Group 3: Own health. Subjects received scientific information about the possible negative consequences of a COVID infection. It was highlighted that vaccinations could reduce the likelihood that the subject suffered severe disease.
Group 4: Public health. Subjects were informed about the rapid spread of COVID in Germany. The aggressive transmission and the possible severe consequences for other people’s health were highlighted.
Group 5: Control group. Subjects received no additional information before being asked about their vaccine recommendations.
Figure 1 shows the likelihood that health workers in the control group (i.e., in the absence of our information treatments) would recommend any of the six vaccines.
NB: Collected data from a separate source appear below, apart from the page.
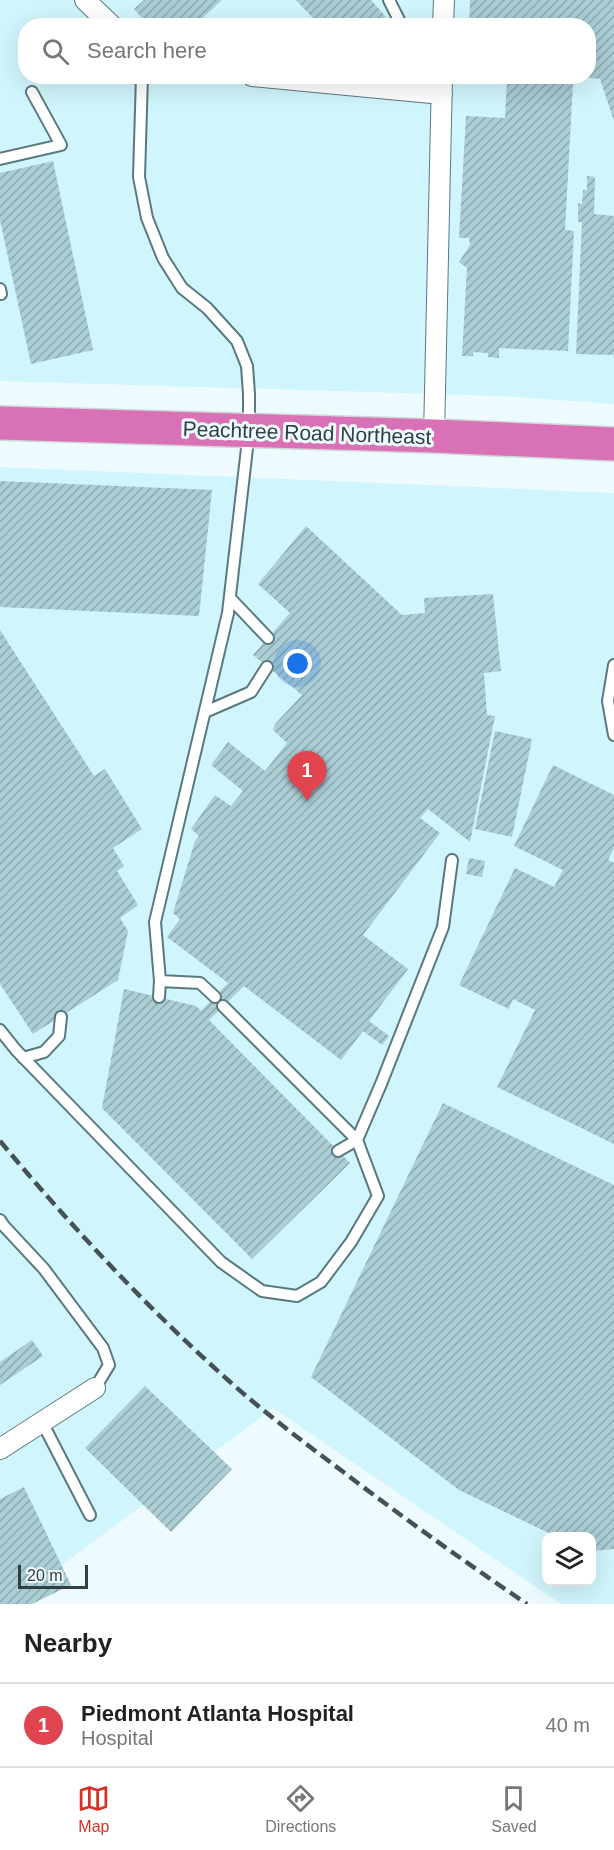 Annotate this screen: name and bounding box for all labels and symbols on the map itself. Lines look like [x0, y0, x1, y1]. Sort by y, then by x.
street label: Peachtree Road Northeast [182, 417, 432, 448]
your location [283, 649, 312, 678]
pin: 1 [288, 752, 326, 801]
scale bar [18, 1562, 88, 1590] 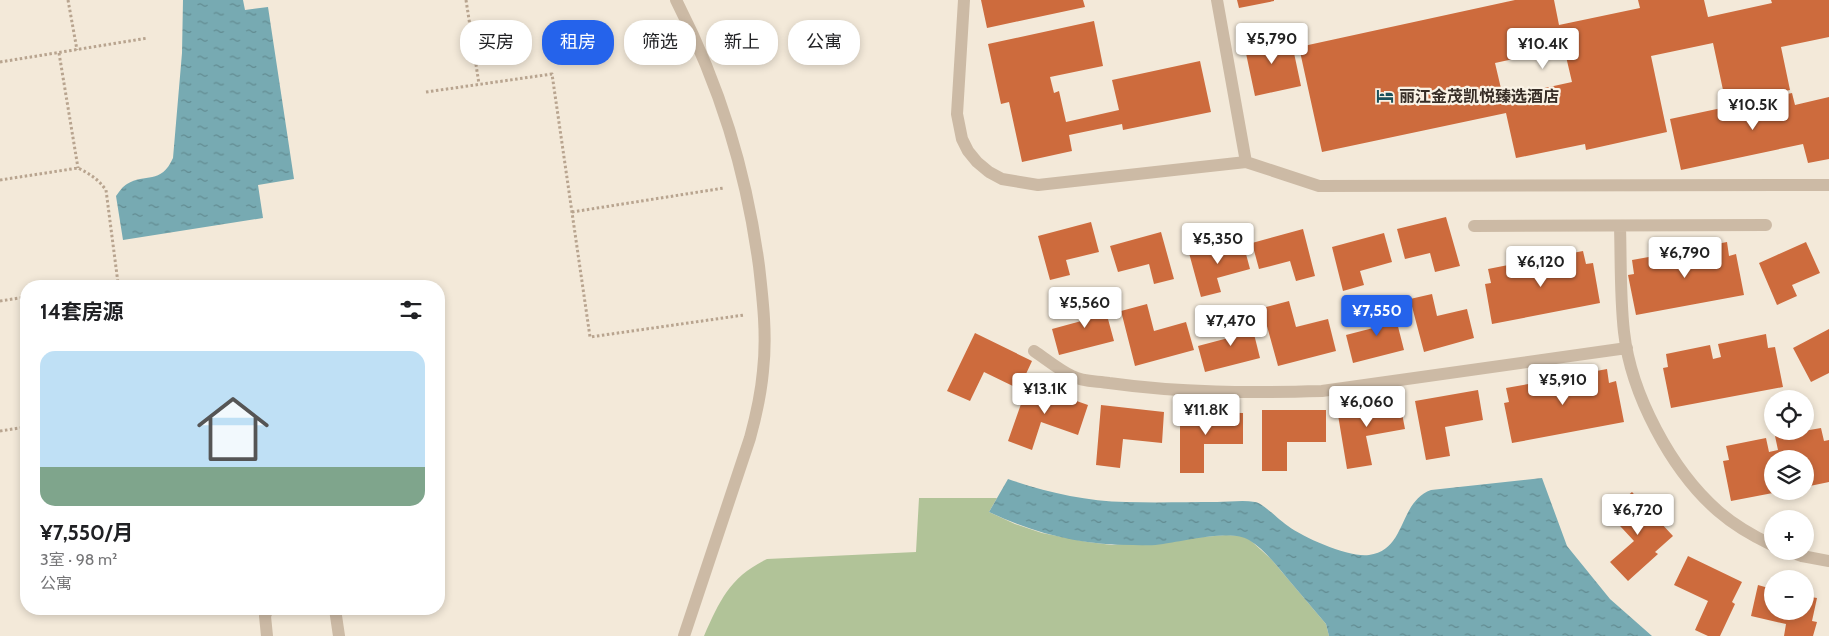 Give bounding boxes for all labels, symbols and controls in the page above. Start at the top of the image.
chip: 买房 [460,20,532,65]
chip: 租房 [542,20,614,65]
chip: 筛选 [624,20,696,65]
chip: 新上 [706,20,778,65]
chip: 公寓 [788,20,860,65]
pin: ¥5,790 [1231,22,1313,65]
pin: ¥10.4K [1502,28,1584,70]
text: ¥5,790 [1247,29,1297,48]
text: ¥10.4K [1518,34,1568,53]
hotel icon: 丽江金茂凯悦臻选酒店 [1375,86,1395,106]
place label: 丽江金茂凯悦臻选酒店 [1399,87,1559,106]
pin: ¥10.5K [1712,88,1794,131]
text: ¥10.5K [1729,95,1777,114]
pin: ¥5,350 [1177,222,1259,265]
text: ¥5,350 [1193,229,1243,248]
pin: ¥6,790 [1644,236,1726,279]
text: ¥6,790 [1660,243,1710,262]
pin: ¥6,120 [1500,246,1582,288]
text: ¥6,120 [1517,252,1565,271]
pin: ¥5,560 [1044,286,1126,329]
text: ¥5,560 [1060,293,1110,312]
pin: ¥7,550 [1336,294,1418,337]
icon: filters [397,296,425,324]
text: 14套房源 [40,299,124,324]
text: ¥7,550 [1352,301,1402,320]
pin: ¥7,470 [1190,304,1272,347]
text: ¥7,470 [1206,311,1256,330]
pin: ¥5,910 [1522,364,1604,406]
text: ¥5,910 [1539,370,1587,389]
pin: ¥13.1K [1004,372,1086,415]
text: ¥13.1K [1023,379,1067,398]
icon: home [188,384,278,474]
pin: ¥6,060 [1326,386,1408,428]
map controls [1764,390,1814,620]
button: locate [1764,390,1814,440]
text: ¥6,060 [1340,392,1394,411]
pin: ¥11.8K [1165,394,1247,436]
text: ¥11.8K [1184,400,1228,419]
button: layers [1764,450,1814,500]
pin: ¥6,720 [1597,494,1679,536]
text: ¥6,720 [1613,500,1663,519]
button: + [1764,510,1814,560]
text: ¥7,550/月 [40,520,133,545]
text: 3室 · 98 m² [40,550,117,569]
button: − [1764,570,1814,620]
text: 公寓 [40,574,72,593] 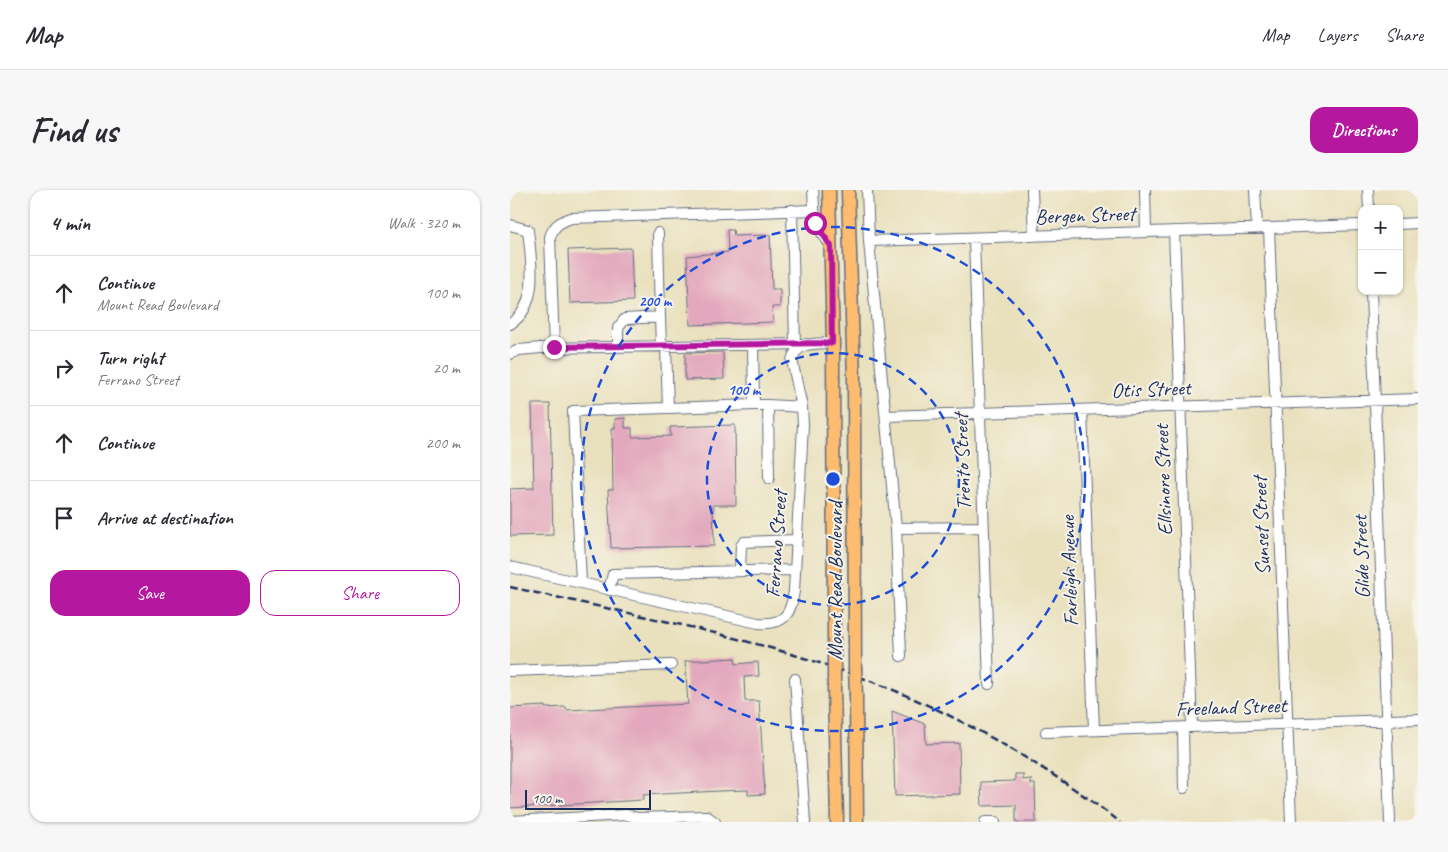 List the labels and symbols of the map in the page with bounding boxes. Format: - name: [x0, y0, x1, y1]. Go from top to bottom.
- street label: Bergen Street: [1035, 200, 1138, 230]
- route start: [804, 212, 827, 235]
- text: 200 m: [639, 292, 673, 311]
- route end: [543, 336, 566, 359]
- street label: Otis Street: [1111, 375, 1193, 403]
- text: 100 m: [728, 381, 762, 400]
- street label: Trento Street: [947, 410, 977, 511]
- street label: Ellsinore Street: [1148, 422, 1178, 536]
- centre of rings: [824, 470, 842, 488]
- street label: Sunset Street: [1246, 473, 1276, 576]
- street label: Ferrano Street: [759, 487, 793, 598]
- street label: Mount Read Boulevard: [822, 498, 848, 661]
- street label: Glide Street: [1346, 513, 1375, 599]
- street label: Farleigh Avenue: [1054, 514, 1084, 627]
- street label: Freeland Street: [1175, 692, 1289, 722]
- scale bar: [525, 787, 651, 810] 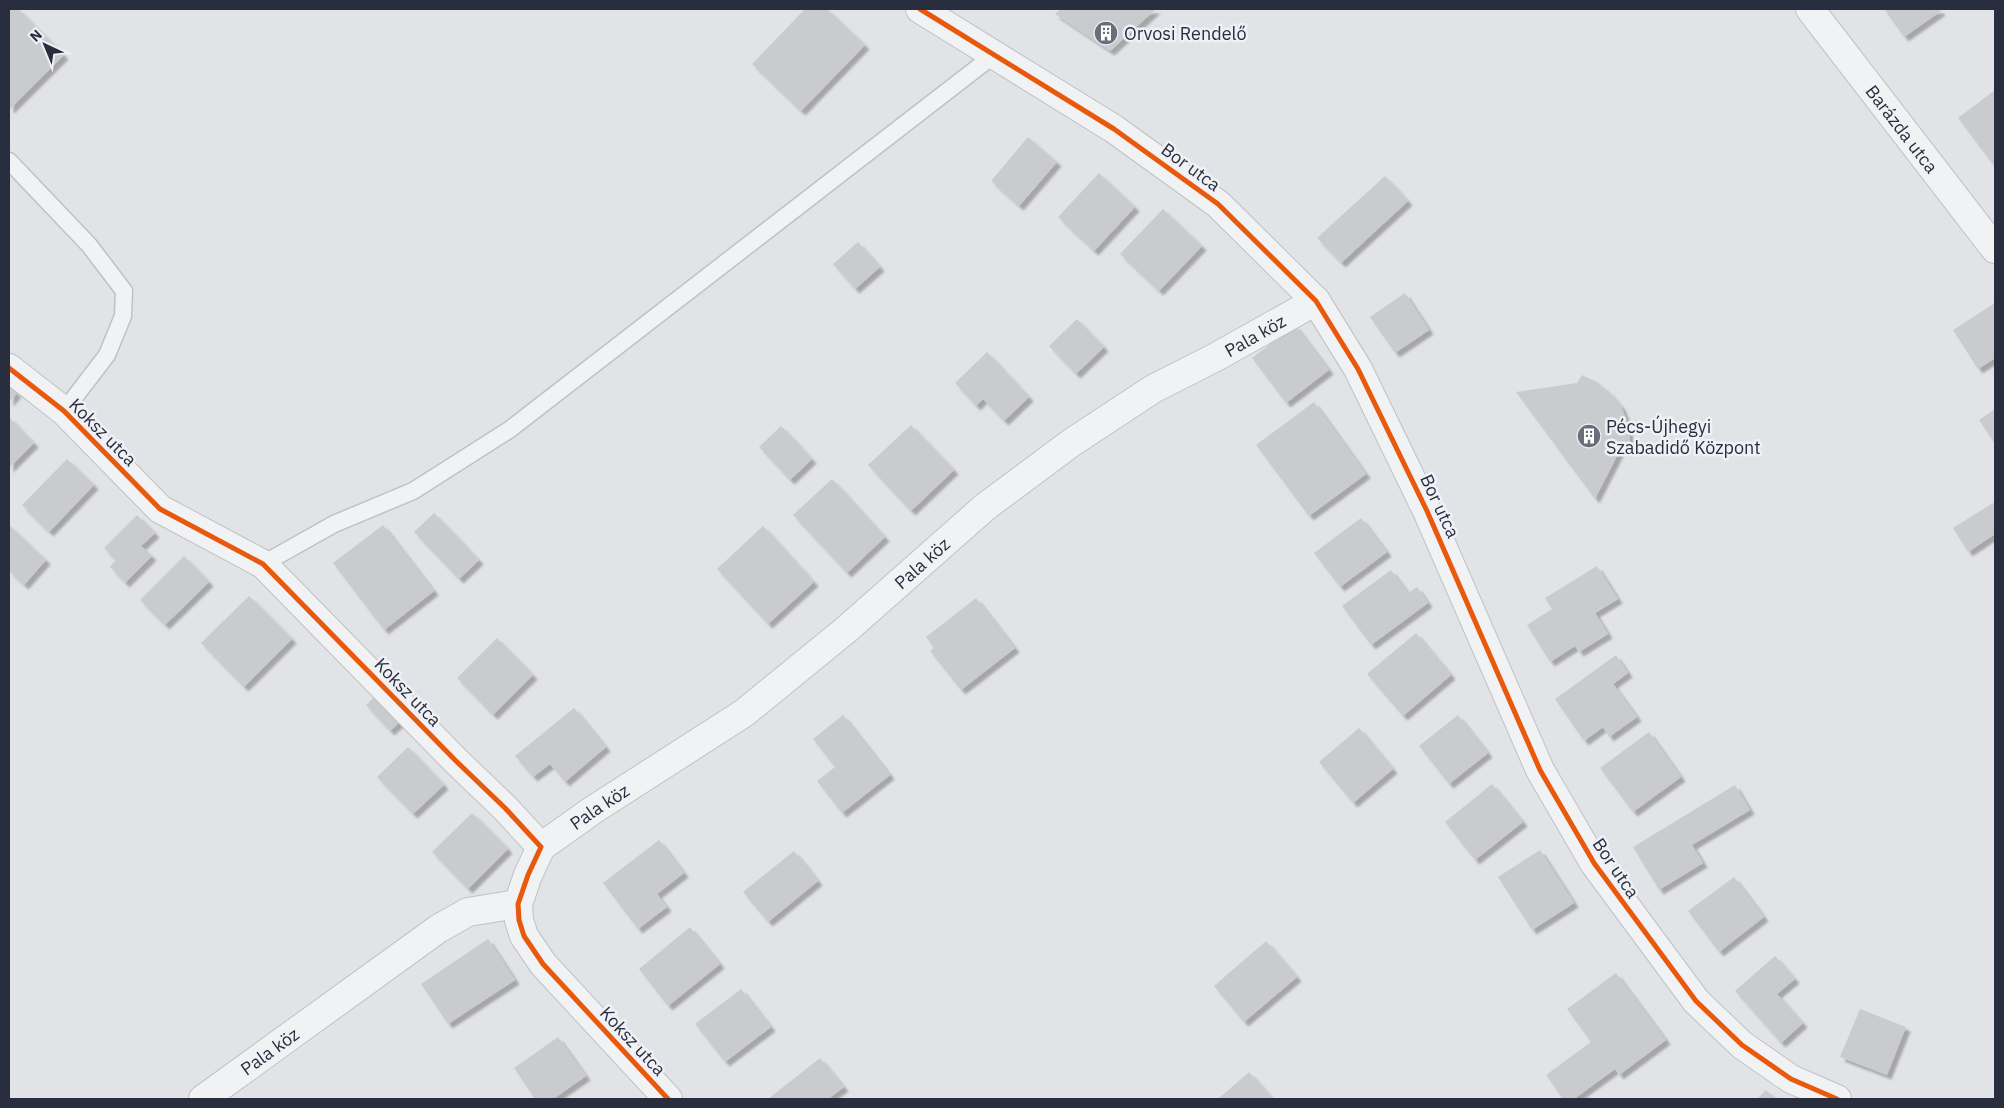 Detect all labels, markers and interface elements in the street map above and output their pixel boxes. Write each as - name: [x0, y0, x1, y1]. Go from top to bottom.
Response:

Among both men and women, the Pfizer/BioNTech vaccine was strongly recommended by almost all health workers, and the likelihood of recommending Moderna was also high. The willingness to recommend Johnson & Johnson and AstraZeneca was at a medium level. Finally, Sputnik V and Sinopharm were least likely to be recommended. Men were slightly more likely to recommend five out of six vaccines. This effect was particularly visible for AstraZeneca, possibly due to the ongoing public debate in Germany that emphasises rare side effects of the vaccine among young women.
Figure 1. Willingness to recommend vaccines to others (control group only)
We next investigated how the different types of information given would affect the participants’ recommendations (see Figure 2). Health workers proved to be highly responsive to the AstraZeneca information treatment (Group 2). Both men and women became substantially less willing to recommend AstraZeneca to others. Second, there were strong gender-specific spill-over effects in the AstraZeneca information treatment group. Providing female health workers with objective information on the AstraZeneca debate did not only make it less likely they would recommend it, but affected the other vaccines that were less established in Germany at the time of the survey (Johnson & Johnson, Moderna, Sputnik V, Sinopharm). Moreover, female health workers developed a stronger preference for the Pfizer/BioNTech vaccine. Among male health workers, we did not observe any type of spillover effects on other vaccines. Importantly, health workers did not react to any of the other information treatments.
While these findings suggest that health workers are resistant to conspiracy theories, they highlight the limits of vaccination campaigns that appeal to people’s concern for their own and other people’s health.
Figure 2. Impact of information treatments on the willingness to recommend vaccines to others
Note: The figure shows how the different information treatments affected the vaccine recommendations of health workers. The effect of each of the treatments is compared to the control group. The bars show 95% confidence intervals (CI). If the dot and the CI are left of the vertical red line, the treatment had a negative effect on the vaccine recommendations, and if the dot and the CI are right of the line, the treatment had a positive effect on a vaccine recommendation.
The results of our study indicate that health workers are largely unaffected by misinformation and conspiracy theories. Nonetheless, the debate surrounding the AstraZeneca vaccine seems to affect their vaccine recommendations considerably. The scientific and policy discourse on AstraZeneca did not only reduce people’s willingness to get its vaccines, but might have spillover effects on other, less established vaccines such as those manufactured by Johnson & Johnson and Moderna. Given that the fast and efficient rollout of the campaign depends on people accepting different types of vaccine, the AstraZeneca controversy might have limited the government’s options. Clearly, if people are less open to other vaccines, it will slow down the vaccination campaign.
The results are part of a research project that investigates the impact of the COVID-19 crisis on the life and work of health workers in Germany.
This post represents the views of the authors and not those of the COVID-19 blog, nor LSE.